Lawrence J. Mayer appeals pro se the district court's dismissal of his 42 U.S.C. § 1983 action pursuant to Fed. R. Civ. P. 12(b)(6) for failure to state a claim. Mayer alleged numerous constitutional violations arising from his incarceration as a pretrial detainee at Pima County Adult Detention Center (PCADC). We have jurisdiction pursuant to 28 U.S.C. § 1291. We affirm in part, vacate in part, and remand.
We review de novo the district court's dismissal of an action for failure to state a claim pursuant to Fed. R. Civ. P. 12(b)(6). Oscar v. University Students Co-operative Ass'n, 965 F.2d 783, 785 (9th Cir.) (en banc), cert. denied, 113 S. Ct. 655 (1992). All allegations of material fact in the complaint are taken as true and construed in the light most favorable to the plaintiff. Tanner v. Heise, 879 F.2d 572, 576 (9th Cir. 1989). In civil rights cases where the plaintiff appears pro se, the court must construe the pleadings liberally and afford the plaintiff the benefit of any doubt. Karim-Panahi v. Los Angeles Police Dept., 839 F.2d 621, 623 (9th Cir. 1988). A pro se litigant must be given notice of the deficiencies and leave to amend unless it is "'absolutely clear that the deficiencies of the complaint could not be cured by amendment.'" Id. at 623-24 (quoting Noll v. Carlson, 809 F.2d 1446, 1448 (9th Cir. 1987)).
If matters outside the pleadings are considered, the district court must treat a motion to dismiss under Rule 12(b)(6) as one for summary judgment under Rule 56. See Tanner, 879 F.2d at 576. Further, if the nonmoving party is pro se, the district court must give that party notice that the motion will be treated as one for summary judgment and an opportunity to submit relevant material in opposition to summary judgment. Garaux v. Pulley, 739 F.2d 437, 438-40 (9th Cir. 1984).

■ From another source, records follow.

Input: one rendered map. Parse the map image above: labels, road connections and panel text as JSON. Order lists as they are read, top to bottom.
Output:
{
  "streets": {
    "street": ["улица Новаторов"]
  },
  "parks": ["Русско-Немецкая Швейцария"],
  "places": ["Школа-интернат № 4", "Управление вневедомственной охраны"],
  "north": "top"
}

Here, the defendants submitted affidavits with their motion to dismiss. The district court gave Mayer notice that it might treat the motion as one for summary judgment under Rule 56. See id. Mayer submitted his own affidavit with his opposition. Although the district court stated in its order that it was dismissing Mayer's action for failure to state a claim, matters outside the pleadings were considered in deciding some of the claims. Accordingly, we construe the district court's dismissal as a grant of summary judgment where appropriate. See Tanner, 879 F.2d at 576.

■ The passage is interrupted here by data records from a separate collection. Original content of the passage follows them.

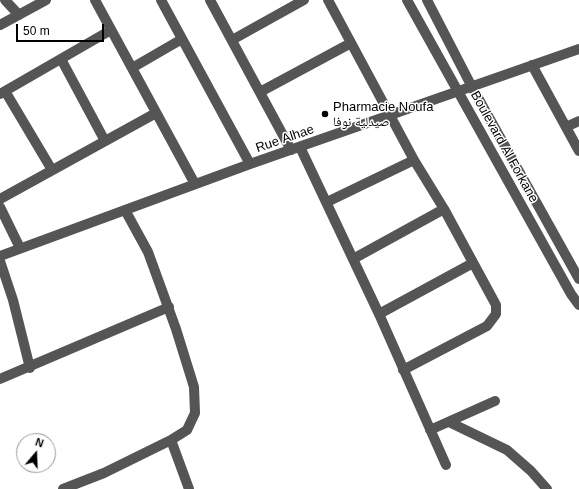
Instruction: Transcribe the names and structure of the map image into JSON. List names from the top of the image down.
{
  "streets": {
    "street": ["Rue Alhae", "Boulevard Al Forkane"]
  },
  "crossings": [
    ["Rue Alhae", "Boulevard Al Forkane"]
  ],
  "places": ["Pharmacie Noufa صيدلية نوفا"],
  "scale_bar": "50 m",
  "north": "top"
}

Summary judgment is appropriate if the evidence, construed in the light most favorable to the nonmoving party, shows that there is no genuine issue as to any material fact and that the moving party is entitled to judgment as a matter of law. Tzung v. State Farm Fire and Casualty Co., 873 F.2d 1338, 1339-40 (9th Cir. 1989).
To state a claim for relief under section 1983, a plaintiff must show that a person acting under color of state law deprived plaintiff of a right protected by the constitution or federal law. Karim-Panahi, 839 F.2d at 624.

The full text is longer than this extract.